US Ad-Disclosure Duties Ordered to Face Review

     WASHINGTON (CN) — A federal judge ruled Monday that the Federal Election Commission must revisit whether two center-right nonprofits’ anti-Obamacare ads meant to influence a Congressional election, which would require the groups to disclose their backers.
     In 2010, the right-leaning policy advocacy groups American Action Network and Americans for Job Security, or AJS, spent more than $1 million to run the following television advertisement in the districts of three Congressional candidates: “Congress doesn’t want you to read this. Just like [candidate]. [Candidate] and Nancy Pelosi rammed through government healthcare. Without Congress reading all the details. $500 billion in Medicare cuts. Free healthcare for illegal immigrants. Even Viagra for convicted sex offenders. So tell [candidate] to read this: In November, fix the healthcare mess Congress made.”
     The Federal Election Commission reviewed the ad, but found that the nonprofits’ percentage of annual spending on the ads should not be considered in evaluating whether their “major purpose” was the “nomination or election of a candidate.”

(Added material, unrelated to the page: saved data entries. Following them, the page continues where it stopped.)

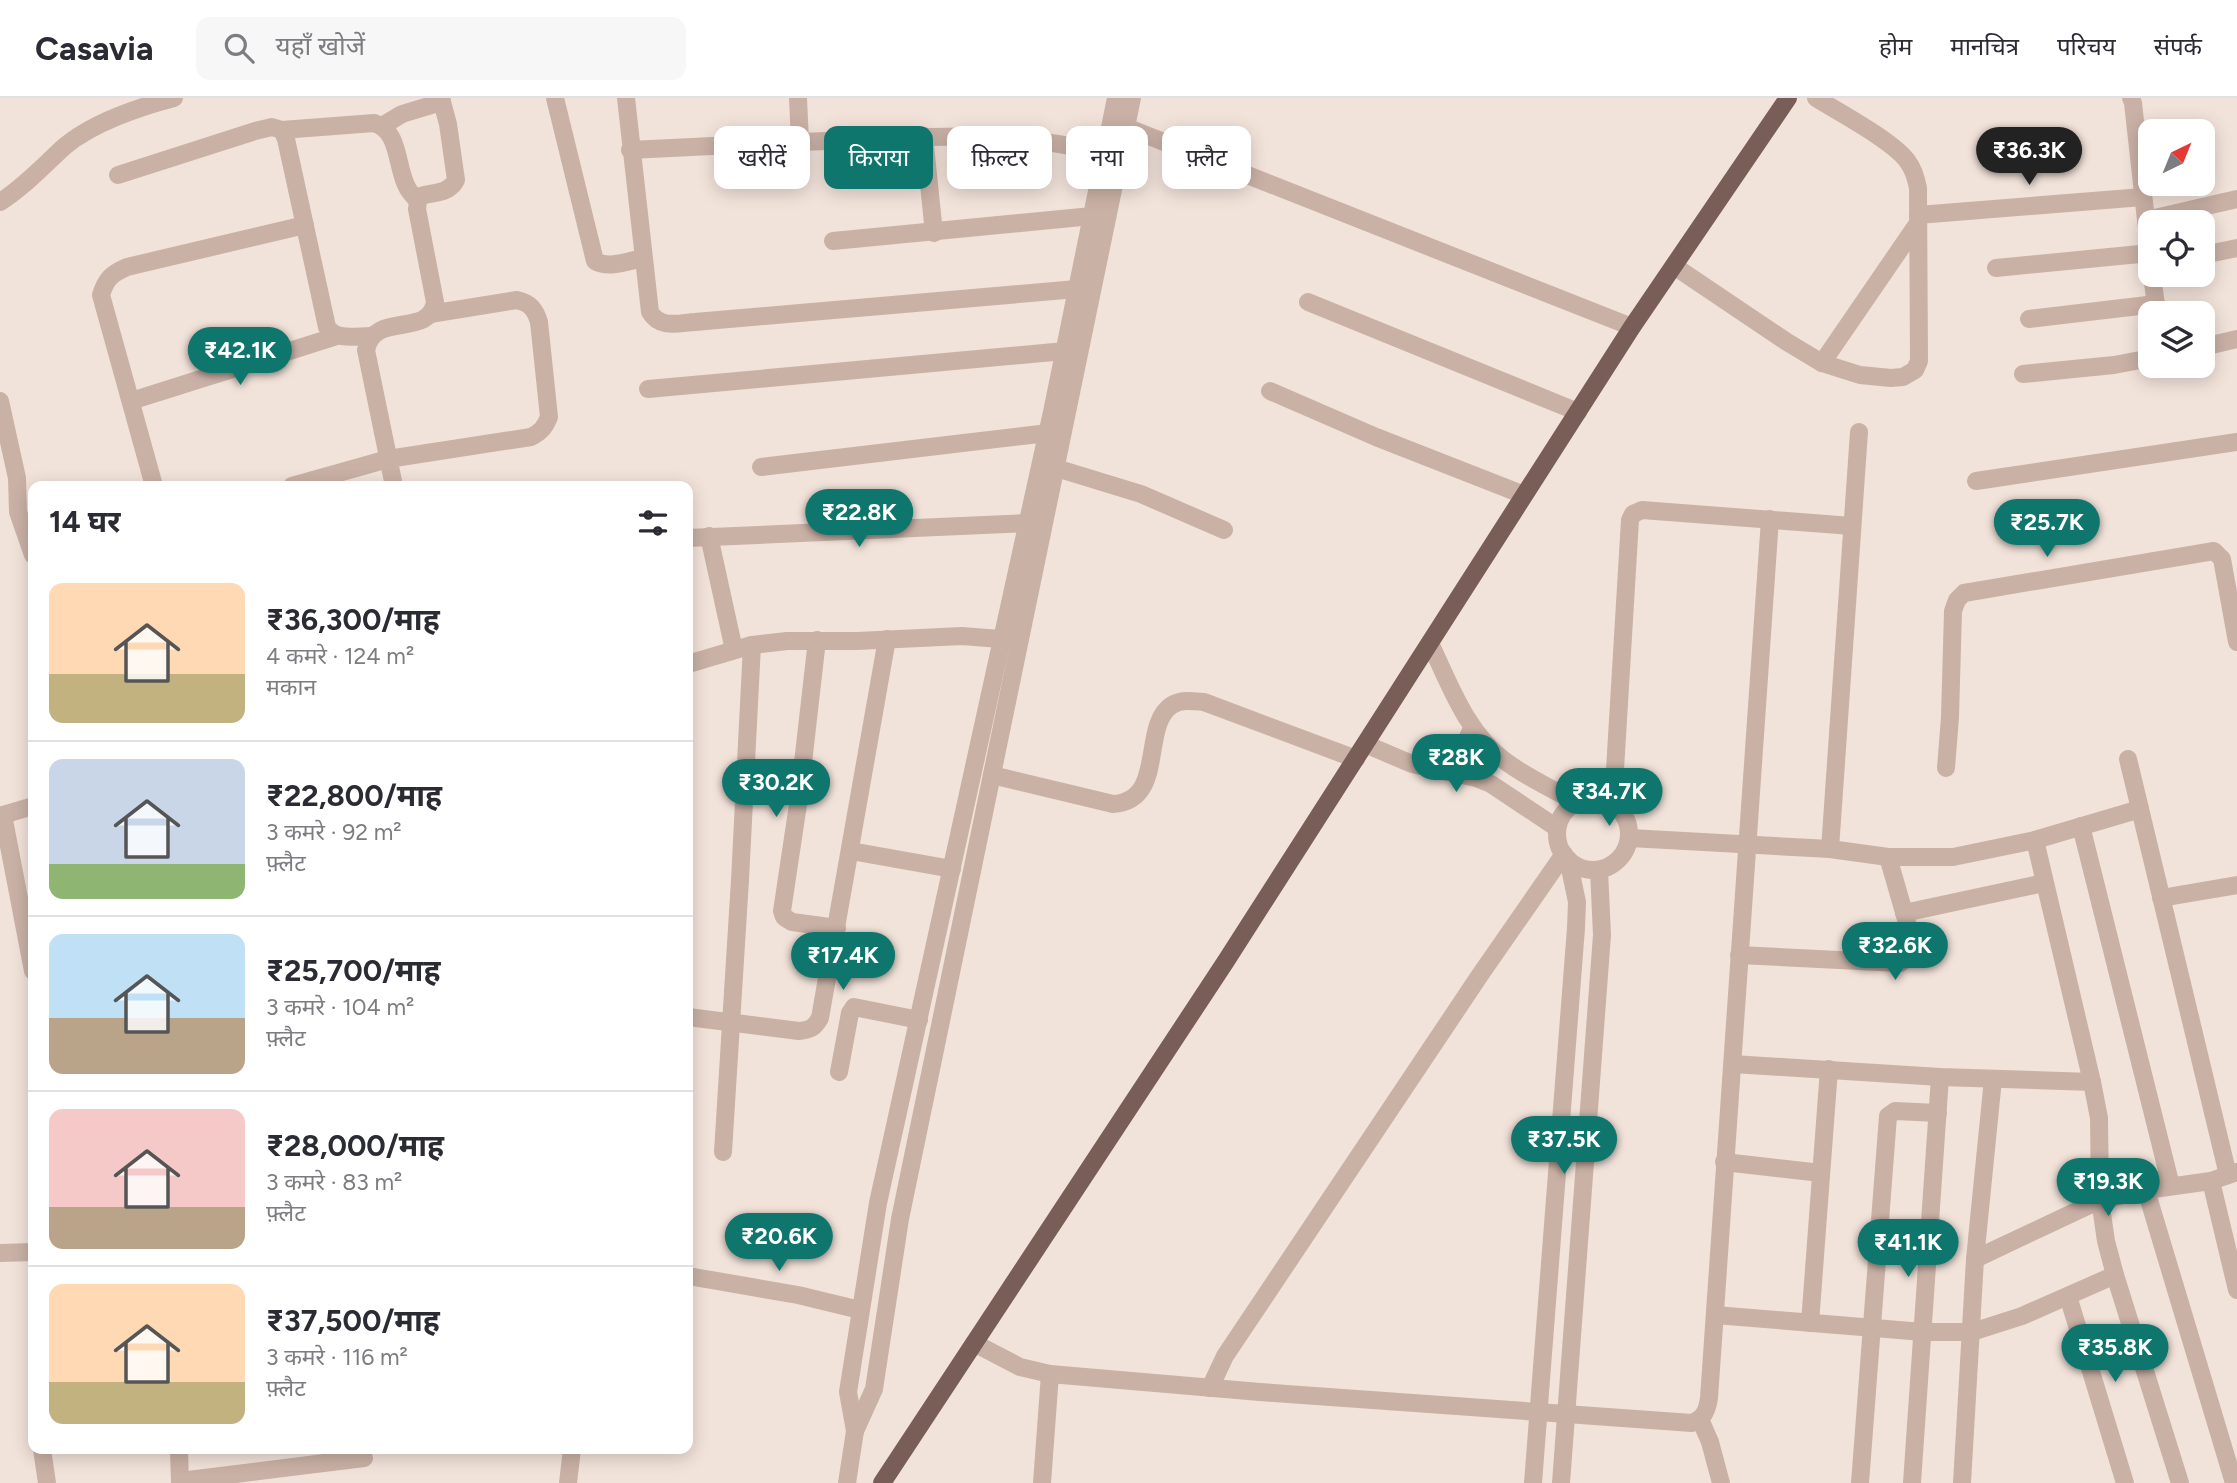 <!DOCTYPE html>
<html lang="hi">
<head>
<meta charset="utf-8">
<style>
  body { margin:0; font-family:Figtree,"Noto Sans Devanagari",sans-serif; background:#f7f7f7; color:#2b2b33; height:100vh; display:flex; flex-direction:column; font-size:26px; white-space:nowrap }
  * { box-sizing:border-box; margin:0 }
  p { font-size:23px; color:#7c7c81 }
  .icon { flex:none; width:38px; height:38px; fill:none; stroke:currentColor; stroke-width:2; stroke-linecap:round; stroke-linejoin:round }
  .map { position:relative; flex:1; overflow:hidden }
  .panel { position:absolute; left:28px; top:383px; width:665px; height:973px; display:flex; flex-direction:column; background:#fff; border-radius:14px; box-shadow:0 4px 18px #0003 }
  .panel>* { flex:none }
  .guide { position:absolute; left:714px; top:28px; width:665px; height:63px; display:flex; gap:14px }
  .needle { width:46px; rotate:43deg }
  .tools { position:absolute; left:2138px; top:21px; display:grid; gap:14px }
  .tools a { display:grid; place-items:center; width:77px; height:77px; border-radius:14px; background:#fff; box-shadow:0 4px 18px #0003; font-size:35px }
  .price { position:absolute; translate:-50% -60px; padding:0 16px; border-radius:24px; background:#0f766e; color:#fff; font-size:23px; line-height:46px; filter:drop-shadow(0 2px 4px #0008) }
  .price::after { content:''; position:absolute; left:50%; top:42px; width:21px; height:16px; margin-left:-10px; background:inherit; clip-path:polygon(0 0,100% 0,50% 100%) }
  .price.current { background:#222; color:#fff }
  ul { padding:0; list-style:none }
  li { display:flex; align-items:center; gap:21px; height:175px; padding:0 21px }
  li+li { border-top:2px solid #e1e1e2 }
  li span { display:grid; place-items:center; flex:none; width:196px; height:140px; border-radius:14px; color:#555 }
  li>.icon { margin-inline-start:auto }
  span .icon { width:84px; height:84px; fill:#fffc; stroke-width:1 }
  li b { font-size:30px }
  h2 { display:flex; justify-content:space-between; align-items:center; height:84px; padding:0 21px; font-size:30px }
  .tag { padding:0 24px; border-radius:14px; background:#fff; box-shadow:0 4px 18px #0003; font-size:24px; line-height:63px }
  .tag.current { background:#0f766e; color:#fff }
  header { display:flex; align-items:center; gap:42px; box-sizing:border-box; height:98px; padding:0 35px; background:#fff; border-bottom:2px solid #e1e1e2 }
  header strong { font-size:33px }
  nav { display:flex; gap:38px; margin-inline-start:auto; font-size:24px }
  .search { width:490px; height:63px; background:#f7f7f7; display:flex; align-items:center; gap:18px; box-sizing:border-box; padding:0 24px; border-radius:14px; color:#7c7c81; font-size:26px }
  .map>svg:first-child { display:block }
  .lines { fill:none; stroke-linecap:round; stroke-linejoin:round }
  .minor { stroke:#cab1a6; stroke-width:18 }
  .major { stroke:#795e58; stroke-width:18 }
</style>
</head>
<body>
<header>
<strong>Casavia</strong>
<div class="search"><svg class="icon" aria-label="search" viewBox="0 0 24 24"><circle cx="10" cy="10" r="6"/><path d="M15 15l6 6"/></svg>यहाँ खोजें</div>
<nav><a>होम</a><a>मानचित्र</a><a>परिचय</a><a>संपर्क</a></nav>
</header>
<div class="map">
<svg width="2237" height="1385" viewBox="0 0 2237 1385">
  <rect width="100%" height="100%" fill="#f2e3da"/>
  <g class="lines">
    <!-- minor -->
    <g class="minor">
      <path d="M555 0 595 163C608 171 629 163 643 160"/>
      <path d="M626 0 650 214C660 231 678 225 695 224L1077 191"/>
      <polyline points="798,0 800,43"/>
      <polyline points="2131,0 2133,5 2146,122 2237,101"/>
      <polyline points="382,28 402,16 442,4"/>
      <polyline points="1126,29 1632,229"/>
      <path d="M282 32 374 25C400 32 396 69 407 89 409 94 414 98 418 103"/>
      <polyline points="924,38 934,135"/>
      <path d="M630 52C710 48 791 44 871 41 950 38 1028 33 1104 57"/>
      <path d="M118 77 255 33 272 29 282 32 286 41 327 229C336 243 356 238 370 238"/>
      <path d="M0 104C24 89 44 67 65 48 93 25 139 9 174 0"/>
      <polyline points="1918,117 2143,99"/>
      <polyline points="2146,122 2151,164"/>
      <polyline points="833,143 1092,118"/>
      <polyline points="2203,157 2237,150"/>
      <path d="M1674 168 1787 244 1822 265 1860 277 1891 280 1903 279 1915 272 1919 263 1918 90C1916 80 1914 72 1908 64 1895 44 1838 14 1816 0"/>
      <polyline points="1996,170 2150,155"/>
      <polyline points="2152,177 2157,215"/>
      <polyline points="1308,204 1578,314"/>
      <polyline points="2029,221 2156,206"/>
      <polyline points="2203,249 2237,241"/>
      <polyline points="1822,265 1918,125"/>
      <polyline points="2023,276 2114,267 2151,260"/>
      <polyline points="648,291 1065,253"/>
      <polyline points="1270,293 1376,339 1524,397"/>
      <polyline points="0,303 17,380 18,414 33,457"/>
      <polyline points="131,303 337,238"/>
      <polyline points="761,369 1048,335"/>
      <polyline points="1056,370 1141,396 1224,432"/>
      <polyline points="1976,383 2237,344"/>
      <path d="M154 388 101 197C106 181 111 176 127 169L305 127"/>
      <path d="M292 388 388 361 531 339C541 334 545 329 549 319L539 224C535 211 530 205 517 202L430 216"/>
      <path d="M394 388 366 252C375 212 429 241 435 204L417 111 418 103 421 98C434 94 449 96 456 82L448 26 441 0"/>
      <polyline points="709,438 734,552"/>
      <polyline points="688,440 1028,425"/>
      <polyline points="817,542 799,700 782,813 784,819 792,824 837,830"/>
      <path d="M1430 545C1450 587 1466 634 1505 663 1526 679 1552 691 1576 704"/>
      <polyline points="688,566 752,547 787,543 857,543 962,538 1013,542"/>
      <polyline points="1365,646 1412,666 1476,680 1491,686 1557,730"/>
      <polyline points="2128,661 2228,1077"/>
      <polyline points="1946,670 1950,619 1953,513 1957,502 1964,495 2214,453 2222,461 2237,544"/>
      <polyline points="1441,673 1465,646 1472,630"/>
      <path d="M992 677 1113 706C1167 703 1140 627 1172 607 1182 601 1193 603 1204 604L1356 661"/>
      <circle cx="1593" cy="736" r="36"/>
      <polyline points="1613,705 1630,422 1633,416 1642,412 1852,428"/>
      <polyline points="3,717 33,873"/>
      <polyline points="0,718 33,708"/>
      <polyline points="2081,728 2171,1088"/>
      <polyline points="1630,740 1830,751 1888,759 1953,759 2035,742 2140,711"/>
      <polyline points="2035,742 2092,984 2099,1020 2100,1102 2106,1143 2115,1177 2180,1385"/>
      <polyline points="1830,751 1859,334"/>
      <polyline points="851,753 952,771"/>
      <polyline points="2161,800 2237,787"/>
      <polyline points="1904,815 2044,785"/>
      <path d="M1739 857 1900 865C1910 859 1912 854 1912 842L1888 759"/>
      <path d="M688 919 799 933C810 932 814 930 820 920L887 541"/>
      <polyline points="1733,966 1940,979 2092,984"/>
      <polyline points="839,974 850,915 854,909 919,922"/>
      <polyline points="723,1054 740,782 752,547"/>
      <polyline points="1724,1064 1821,1075"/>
      <polyline points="2211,1083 2237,1192"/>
      <polyline points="2146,1092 2234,1385"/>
      <polyline points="0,1155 33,1154"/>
      <polyline points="1975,1161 2100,1102 2146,1092 2211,1083 2237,1074"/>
      <polyline points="688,1178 798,1197 860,1212"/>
      <polyline points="2068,1198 2125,1385"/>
      <polyline points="1715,1217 1923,1234 1972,1234 2022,1218 2115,1177"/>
      <polyline points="1810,1225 1829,971"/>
      <path d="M974 1245 1020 1269 1050 1276 1260 1294 1692 1325C1704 1320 1707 1313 1709 1300L1770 421"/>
      <polyline points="1210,1290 1225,1258 1480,877 1564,756"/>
      <polyline points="1700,1321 1710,1344 1721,1385"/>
      <polyline points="855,1333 848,1294 878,1105 1052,314 1116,0"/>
      <polyline points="42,1351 47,1385"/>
      <polyline points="179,1351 180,1385"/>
      <polyline points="180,1383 364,1360"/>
      <polyline points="568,1385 572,1351"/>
      <polyline points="847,1385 855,1333 874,1291 900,1121 1132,0"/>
      <polyline points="1042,1385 1050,1276"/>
      <polyline points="1533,1385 1576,830 1577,804 1568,761"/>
      <polyline points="1561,1385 1602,837 1599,772"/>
      <polyline points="1860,1385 1888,1018 1895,1013 1938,1015"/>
      <polyline points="1912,1385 1940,979"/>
      <polyline points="1962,1385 1975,1161 1993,981"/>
    </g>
    <!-- major -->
    <polyline class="major" points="882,1385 1226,863 1632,229 1788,0"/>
  </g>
</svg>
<div class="tools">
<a><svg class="needle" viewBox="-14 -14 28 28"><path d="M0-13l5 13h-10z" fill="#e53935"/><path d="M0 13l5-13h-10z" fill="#7c7c81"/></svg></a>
<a><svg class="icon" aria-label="locate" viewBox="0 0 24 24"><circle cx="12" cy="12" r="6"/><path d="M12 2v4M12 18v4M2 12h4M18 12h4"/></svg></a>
<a><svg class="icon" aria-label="layers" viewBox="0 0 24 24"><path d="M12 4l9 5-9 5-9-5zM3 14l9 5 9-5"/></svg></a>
</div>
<b class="price current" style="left:2029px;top:89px">₹36.3K</b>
<b class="price" style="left:240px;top:289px">₹42.1K</b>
<b class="price" style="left:859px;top:451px">₹22.8K</b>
<b class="price" style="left:2047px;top:461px">₹25.7K</b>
<b class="price" style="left:1456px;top:696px">₹28K</b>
<b class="price" style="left:776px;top:721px">₹30.2K</b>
<b class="price" style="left:1609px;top:730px">₹34.7K</b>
<b class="price" style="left:1895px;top:884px">₹32.6K</b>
<b class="price" style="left:843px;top:894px">₹17.4K</b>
<b class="price" style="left:1564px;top:1078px">₹37.5K</b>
<b class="price" style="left:2108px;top:1120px">₹19.3K</b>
<b class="price" style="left:779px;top:1175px">₹20.6K</b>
<b class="price" style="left:1908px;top:1181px">₹41.1K</b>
<b class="price" style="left:2115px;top:1286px">₹35.8K</b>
<div class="guide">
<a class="tag">खरीदें</a>
<a class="tag current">किराया</a>
<a class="tag">फ़िल्टर</a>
<a class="tag">नया</a>
<a class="tag">फ़्लैट</a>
</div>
<section class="panel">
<h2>14 घर<svg class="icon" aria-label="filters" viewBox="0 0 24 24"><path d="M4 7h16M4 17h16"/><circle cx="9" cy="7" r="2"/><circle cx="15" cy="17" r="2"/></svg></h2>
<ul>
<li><span style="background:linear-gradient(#ffd9b3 65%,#c2b280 0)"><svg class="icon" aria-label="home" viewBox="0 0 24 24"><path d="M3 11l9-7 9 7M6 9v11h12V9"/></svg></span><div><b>₹36,300/माह</b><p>4 कमरे · 124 m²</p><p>मकान</p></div></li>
<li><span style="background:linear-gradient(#c9d6e8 75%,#8fb573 0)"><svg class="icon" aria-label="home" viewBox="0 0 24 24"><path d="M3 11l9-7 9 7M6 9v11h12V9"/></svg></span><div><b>₹22,800/माह</b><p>3 कमरे · 92 m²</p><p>फ़्लैट</p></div></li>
<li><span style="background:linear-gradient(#bfe0f5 60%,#b9a48a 0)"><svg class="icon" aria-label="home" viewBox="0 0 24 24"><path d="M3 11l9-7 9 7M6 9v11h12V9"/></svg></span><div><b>₹25,700/माह</b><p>3 कमरे · 104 m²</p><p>फ़्लैट</p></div></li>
<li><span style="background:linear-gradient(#f6c9c9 70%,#b9a48a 0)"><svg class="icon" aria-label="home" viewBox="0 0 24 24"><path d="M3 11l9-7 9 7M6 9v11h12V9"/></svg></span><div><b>₹28,000/माह</b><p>3 कमरे · 83 m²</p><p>फ़्लैट</p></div></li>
<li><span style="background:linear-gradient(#ffd9b3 70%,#c2b280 0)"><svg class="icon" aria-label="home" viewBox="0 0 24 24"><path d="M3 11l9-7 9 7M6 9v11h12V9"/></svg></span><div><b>₹37,500/माह</b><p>3 कमरे · 116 m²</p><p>फ़्लैट</p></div></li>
</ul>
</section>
</div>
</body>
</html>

     Although AJS spent approximately 75 percent of its annual expenditures in 2010 on electioneering communications, the commissioners only considered how much the organization had spent over its lifetime. Founded over 15 years ago, AJS spent about 10 percent of its lifetime budget on express advocacy.
     On Monday, a federal judge in Washington, D.C. found merit in a challenge to the FEC’s decision brought by Citizens for Responsibility and Ethics in Washington, or CREW, a left-leaning government watchdog organization.
     “The controlling commissioners premised their conclusion on an erroneous interpretation of Supreme Court precedent and the First Amendment,” U.S. District Judge Christopher Cooper said. “Indeed, it blinks reality to conclude that many of the ads considered by the commissioners in this case were not designed to influence the election or defeat of a particular candidate in an ongoing race.”
     The FEC separated consideration of the nonprofits’ spending on express-advocacy ads and spending on issue ads, and evaluated the two spending objectives without consideration of the other.
     Cooper declined to go as far as CREW urged it to and apply a rigid 50-percent spending threshold when evaluating an entity’s major purpose.
     He said the court would “limit itself to identifying the legal error in the commissioners’ statements — that is, the erroneous understanding that the First Amendment effectively required the agency to exclude from its consideration all non-express advocacy in the context of disclosure.”
     Cooper also called the commissioners’ refusal to give weight to the organizations’ relative spending in the most recent calendar year an “arbitrary” and “serious” failure.
     “Looking only at relative spending over an organization’s lifetime runs the risk of ignoring the not unlikely possibility that an organization’s major purpose can change,” the judge wrote. (Emphasis in original.)
     CREW Executive Director Noah Bookbinder called the ruling “a huge victory on many important grounds.”
     “From now on, we hope to see a major change in the way the FEC approaches investigations of non-profit organizations engaged in politics. This could be the beginning of meaningful enforcement of rules meant to ensure transparency and restrict the ability of powerful interests to influence politics without disclosure,” Bookbinder said in a statement.